Cuando observo esas fotografías (da igual que estén en un cajón o en un recodo luminoso de un ordenador o expuestas en marcos imaginarios con los que alguna vez he soñado) siento que el hecho simple de vivir se me escapa. Que no sé cómo hacerlo, cómo posar de forma natural delante de un árbol o ante un monumento cuyas piedras se pudieran reír de mi acartonamiento, de mi falta de naturalidad para exponer mi cuerpo en el escaparate del mundo. Creo que debería viajar con el ungüento de la invisibilidad en la maleta. Pararme en medio de una calle y frotar mi piel con él para desaparecer a los pocos segundos. En este punto no quiero que nadie me malinterprete: no persigo la evanescencia ni mi fin es ser recordado como uno de esos cuadros de arcángeles flotantes que tocan la vihuela. Que me bajen del cielo si alguien ha pensado eso. Mi afán es la simple desaparición para así ejercer mis observaciones con calma, como un funcionario del Ministerio de Asuntos Subjetivos.
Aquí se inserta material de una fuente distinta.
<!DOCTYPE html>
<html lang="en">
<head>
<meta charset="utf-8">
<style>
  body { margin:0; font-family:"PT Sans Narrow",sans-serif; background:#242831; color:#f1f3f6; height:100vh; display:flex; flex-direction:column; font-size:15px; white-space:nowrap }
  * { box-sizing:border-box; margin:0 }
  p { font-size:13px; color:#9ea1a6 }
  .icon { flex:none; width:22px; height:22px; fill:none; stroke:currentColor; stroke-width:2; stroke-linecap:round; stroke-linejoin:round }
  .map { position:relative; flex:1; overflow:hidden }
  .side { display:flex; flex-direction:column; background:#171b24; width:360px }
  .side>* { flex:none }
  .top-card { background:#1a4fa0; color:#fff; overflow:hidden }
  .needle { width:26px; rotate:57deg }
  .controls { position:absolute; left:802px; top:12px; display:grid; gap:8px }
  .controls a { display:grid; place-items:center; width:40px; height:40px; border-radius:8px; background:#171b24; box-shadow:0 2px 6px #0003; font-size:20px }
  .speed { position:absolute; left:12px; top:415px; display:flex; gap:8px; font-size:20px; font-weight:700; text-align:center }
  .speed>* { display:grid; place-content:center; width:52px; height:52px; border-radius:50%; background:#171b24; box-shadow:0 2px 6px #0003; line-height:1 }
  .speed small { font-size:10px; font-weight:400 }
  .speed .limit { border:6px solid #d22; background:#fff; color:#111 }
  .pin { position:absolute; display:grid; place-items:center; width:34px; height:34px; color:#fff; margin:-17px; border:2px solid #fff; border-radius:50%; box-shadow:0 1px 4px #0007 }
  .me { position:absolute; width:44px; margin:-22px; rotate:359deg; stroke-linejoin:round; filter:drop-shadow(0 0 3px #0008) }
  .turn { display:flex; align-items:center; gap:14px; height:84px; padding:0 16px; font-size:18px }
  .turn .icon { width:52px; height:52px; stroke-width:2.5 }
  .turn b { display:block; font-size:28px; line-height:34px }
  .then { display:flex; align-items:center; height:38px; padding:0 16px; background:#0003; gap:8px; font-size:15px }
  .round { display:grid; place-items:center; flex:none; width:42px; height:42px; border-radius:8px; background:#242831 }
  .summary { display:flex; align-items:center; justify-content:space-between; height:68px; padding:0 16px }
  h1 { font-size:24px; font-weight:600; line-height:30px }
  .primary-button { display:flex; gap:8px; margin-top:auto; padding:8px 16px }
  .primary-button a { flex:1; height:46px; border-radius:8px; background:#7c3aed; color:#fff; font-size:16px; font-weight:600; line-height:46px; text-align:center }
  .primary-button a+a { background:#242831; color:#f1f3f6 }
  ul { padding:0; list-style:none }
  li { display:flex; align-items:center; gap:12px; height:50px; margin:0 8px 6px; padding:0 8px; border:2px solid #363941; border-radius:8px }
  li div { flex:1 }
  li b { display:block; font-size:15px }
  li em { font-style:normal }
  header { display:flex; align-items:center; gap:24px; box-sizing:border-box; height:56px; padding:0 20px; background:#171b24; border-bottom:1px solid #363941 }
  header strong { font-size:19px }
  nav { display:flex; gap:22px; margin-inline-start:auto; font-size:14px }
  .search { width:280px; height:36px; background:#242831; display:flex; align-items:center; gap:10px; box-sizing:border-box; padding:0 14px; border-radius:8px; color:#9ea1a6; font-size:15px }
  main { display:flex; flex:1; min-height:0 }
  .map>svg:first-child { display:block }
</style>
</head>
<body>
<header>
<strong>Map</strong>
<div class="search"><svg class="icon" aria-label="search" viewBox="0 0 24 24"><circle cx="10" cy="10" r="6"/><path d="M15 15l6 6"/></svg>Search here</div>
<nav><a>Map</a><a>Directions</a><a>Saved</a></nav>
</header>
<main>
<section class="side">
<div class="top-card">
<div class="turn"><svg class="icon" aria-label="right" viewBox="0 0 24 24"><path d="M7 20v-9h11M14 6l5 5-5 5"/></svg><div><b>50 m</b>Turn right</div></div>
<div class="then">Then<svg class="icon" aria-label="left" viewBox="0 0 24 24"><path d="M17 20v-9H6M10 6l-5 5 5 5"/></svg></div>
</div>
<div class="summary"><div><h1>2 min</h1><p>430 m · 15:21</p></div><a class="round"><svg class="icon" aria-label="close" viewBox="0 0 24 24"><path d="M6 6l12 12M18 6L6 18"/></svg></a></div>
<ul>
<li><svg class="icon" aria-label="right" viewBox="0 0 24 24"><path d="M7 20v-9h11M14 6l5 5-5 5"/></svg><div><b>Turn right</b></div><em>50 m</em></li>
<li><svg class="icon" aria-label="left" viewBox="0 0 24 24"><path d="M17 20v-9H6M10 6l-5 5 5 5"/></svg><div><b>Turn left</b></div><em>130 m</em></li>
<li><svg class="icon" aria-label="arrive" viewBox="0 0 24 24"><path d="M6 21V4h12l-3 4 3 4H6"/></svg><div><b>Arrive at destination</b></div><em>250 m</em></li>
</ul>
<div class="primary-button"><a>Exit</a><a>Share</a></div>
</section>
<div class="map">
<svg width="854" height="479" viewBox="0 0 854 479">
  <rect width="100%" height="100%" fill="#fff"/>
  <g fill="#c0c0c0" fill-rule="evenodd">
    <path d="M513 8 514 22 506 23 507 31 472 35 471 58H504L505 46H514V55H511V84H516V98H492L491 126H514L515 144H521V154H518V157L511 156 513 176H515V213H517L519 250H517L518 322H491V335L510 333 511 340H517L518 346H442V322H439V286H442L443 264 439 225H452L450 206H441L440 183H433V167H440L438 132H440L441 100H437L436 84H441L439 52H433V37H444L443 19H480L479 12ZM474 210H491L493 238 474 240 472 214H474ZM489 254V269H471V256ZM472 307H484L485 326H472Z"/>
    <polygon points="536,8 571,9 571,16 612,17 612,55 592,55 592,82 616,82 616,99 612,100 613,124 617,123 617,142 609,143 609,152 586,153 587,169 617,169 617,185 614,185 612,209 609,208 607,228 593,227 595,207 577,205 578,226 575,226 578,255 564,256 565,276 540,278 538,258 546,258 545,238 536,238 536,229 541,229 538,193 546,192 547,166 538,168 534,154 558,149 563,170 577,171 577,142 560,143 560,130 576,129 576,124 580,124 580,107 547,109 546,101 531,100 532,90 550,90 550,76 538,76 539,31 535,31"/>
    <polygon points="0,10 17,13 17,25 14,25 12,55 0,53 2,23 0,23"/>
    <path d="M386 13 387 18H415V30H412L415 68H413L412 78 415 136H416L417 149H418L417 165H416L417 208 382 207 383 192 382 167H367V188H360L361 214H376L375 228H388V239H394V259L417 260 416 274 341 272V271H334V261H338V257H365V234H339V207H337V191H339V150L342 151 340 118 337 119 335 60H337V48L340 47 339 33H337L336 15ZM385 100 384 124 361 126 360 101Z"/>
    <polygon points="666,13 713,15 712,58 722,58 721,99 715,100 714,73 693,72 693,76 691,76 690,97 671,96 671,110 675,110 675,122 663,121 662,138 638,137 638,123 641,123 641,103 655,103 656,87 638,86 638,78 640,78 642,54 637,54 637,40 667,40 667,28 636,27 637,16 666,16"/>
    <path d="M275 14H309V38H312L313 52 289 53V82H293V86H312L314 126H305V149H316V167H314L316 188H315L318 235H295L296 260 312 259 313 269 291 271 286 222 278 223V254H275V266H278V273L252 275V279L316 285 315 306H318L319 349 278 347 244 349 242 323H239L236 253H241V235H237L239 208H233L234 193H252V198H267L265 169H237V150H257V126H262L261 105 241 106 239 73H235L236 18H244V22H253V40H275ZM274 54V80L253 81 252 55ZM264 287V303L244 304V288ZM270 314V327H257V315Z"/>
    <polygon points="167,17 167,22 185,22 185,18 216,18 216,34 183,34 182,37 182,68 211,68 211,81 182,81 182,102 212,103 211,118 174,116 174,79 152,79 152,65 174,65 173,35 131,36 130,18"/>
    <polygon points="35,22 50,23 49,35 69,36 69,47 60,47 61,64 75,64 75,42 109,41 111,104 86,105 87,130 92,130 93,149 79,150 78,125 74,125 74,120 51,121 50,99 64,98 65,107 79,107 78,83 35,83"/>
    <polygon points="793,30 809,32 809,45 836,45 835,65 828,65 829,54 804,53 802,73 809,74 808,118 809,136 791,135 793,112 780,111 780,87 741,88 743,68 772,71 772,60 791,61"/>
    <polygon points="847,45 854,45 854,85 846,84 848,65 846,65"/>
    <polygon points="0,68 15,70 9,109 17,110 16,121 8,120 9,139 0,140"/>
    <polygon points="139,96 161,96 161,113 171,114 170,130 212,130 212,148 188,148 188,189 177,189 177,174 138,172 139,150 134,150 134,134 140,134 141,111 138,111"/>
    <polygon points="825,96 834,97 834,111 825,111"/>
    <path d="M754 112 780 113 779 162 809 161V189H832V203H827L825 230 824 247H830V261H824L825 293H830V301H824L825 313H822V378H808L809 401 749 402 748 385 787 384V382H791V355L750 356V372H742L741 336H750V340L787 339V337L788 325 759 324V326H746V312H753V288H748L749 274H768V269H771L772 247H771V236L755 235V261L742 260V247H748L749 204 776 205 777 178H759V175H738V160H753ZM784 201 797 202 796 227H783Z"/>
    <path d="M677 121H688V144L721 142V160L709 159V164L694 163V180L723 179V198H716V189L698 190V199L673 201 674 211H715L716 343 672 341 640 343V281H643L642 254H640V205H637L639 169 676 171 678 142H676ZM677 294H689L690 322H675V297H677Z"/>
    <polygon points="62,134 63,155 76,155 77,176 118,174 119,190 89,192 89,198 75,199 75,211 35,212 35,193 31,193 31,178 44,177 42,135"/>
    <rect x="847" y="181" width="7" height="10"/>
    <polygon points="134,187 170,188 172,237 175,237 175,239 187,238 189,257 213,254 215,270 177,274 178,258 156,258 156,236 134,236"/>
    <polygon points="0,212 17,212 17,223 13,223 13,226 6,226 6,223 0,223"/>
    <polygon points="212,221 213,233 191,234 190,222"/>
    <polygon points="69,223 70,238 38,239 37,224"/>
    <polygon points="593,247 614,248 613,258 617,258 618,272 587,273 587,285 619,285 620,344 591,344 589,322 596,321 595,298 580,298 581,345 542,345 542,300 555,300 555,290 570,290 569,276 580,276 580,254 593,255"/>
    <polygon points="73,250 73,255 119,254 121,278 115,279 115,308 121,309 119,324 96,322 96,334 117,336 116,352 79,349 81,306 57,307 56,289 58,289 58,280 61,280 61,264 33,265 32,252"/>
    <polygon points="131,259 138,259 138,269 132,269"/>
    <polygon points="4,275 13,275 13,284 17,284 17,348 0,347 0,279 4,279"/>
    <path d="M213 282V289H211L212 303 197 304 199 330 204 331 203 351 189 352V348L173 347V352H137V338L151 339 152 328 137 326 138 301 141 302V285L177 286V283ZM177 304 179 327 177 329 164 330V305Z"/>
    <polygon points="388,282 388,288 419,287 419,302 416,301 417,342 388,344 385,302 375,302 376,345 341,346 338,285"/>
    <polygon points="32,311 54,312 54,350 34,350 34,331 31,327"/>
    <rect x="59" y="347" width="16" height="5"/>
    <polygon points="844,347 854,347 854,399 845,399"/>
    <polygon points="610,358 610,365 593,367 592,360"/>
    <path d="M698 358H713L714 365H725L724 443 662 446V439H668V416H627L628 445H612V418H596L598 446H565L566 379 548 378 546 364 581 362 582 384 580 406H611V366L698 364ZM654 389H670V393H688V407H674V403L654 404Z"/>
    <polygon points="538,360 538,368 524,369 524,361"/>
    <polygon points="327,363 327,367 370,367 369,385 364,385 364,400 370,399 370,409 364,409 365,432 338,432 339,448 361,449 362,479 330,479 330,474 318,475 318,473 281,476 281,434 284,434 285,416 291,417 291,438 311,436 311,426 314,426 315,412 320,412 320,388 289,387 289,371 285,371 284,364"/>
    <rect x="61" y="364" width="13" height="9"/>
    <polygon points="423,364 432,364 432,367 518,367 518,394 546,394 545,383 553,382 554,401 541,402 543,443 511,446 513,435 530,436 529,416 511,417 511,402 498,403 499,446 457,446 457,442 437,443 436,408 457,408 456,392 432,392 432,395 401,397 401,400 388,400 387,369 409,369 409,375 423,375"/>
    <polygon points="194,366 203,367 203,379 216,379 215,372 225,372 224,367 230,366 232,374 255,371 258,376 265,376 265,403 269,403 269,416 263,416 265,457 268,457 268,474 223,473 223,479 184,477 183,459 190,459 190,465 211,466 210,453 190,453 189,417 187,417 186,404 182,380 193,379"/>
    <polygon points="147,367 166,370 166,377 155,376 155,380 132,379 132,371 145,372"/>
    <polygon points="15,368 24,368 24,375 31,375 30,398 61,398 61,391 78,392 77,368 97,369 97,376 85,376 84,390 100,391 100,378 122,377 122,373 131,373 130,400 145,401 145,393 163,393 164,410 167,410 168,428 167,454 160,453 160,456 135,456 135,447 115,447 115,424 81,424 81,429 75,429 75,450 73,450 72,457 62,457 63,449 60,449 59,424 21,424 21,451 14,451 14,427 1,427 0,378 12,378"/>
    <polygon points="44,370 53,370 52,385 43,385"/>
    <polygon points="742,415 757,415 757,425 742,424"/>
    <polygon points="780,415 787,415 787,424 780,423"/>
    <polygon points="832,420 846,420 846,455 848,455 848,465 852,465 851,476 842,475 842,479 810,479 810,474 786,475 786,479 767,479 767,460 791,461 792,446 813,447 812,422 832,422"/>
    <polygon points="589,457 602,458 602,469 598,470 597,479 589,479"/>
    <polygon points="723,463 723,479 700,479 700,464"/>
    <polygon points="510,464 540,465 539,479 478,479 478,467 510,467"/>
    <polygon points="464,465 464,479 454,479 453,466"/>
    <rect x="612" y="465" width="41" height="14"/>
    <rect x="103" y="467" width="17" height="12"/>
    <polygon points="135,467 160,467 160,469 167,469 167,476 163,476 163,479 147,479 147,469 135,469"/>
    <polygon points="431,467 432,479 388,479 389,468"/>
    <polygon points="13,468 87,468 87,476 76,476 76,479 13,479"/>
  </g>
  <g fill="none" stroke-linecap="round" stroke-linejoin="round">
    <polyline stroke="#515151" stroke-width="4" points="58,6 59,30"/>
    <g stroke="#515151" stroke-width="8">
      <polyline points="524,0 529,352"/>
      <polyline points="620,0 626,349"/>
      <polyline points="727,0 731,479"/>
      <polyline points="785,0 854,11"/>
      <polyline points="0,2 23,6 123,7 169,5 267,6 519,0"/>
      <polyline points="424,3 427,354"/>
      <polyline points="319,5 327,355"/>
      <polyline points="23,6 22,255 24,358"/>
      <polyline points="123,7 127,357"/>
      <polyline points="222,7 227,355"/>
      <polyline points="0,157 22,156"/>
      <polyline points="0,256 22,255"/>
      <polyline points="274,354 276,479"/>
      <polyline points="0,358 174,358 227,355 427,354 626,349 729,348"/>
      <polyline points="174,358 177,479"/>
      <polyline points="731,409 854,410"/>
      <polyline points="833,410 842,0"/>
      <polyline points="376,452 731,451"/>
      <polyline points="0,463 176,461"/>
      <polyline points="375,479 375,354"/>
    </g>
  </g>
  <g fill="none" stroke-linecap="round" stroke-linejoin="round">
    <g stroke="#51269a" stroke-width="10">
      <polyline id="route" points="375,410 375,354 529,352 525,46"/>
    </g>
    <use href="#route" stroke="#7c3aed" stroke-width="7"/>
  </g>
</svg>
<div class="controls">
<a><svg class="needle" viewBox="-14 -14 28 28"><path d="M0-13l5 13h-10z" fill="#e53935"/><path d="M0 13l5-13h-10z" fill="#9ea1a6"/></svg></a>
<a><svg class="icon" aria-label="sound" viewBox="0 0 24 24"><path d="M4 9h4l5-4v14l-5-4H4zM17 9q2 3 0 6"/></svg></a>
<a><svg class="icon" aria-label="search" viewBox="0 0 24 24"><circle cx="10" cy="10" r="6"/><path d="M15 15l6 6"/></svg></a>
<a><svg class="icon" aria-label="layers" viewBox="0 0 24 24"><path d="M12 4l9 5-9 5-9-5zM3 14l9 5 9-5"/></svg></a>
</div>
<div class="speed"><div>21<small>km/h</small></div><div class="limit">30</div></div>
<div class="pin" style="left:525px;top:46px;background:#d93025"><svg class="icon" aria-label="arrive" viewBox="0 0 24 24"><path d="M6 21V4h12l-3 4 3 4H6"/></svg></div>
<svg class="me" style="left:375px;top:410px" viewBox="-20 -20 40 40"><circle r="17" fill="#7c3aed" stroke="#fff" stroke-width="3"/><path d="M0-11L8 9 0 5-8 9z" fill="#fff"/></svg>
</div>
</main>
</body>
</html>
La cantidad de fotografías a las que podría asistir. Es más, podría convertirme yo mismo en una máquina de retratar cosas y momentos: la cala, el perro, los niños que permanecerán siempre en fuga persiguiendo un balón, y el mar como ese otro perro dócil que se tumba a los pies de todos mientras dice entre dientes: ya siempre será 25 de agosto de 2010.

1 comentario :

Isabel González dijo...

"ya siempre será 25 de agosto", Gracias Luís por este bello relato.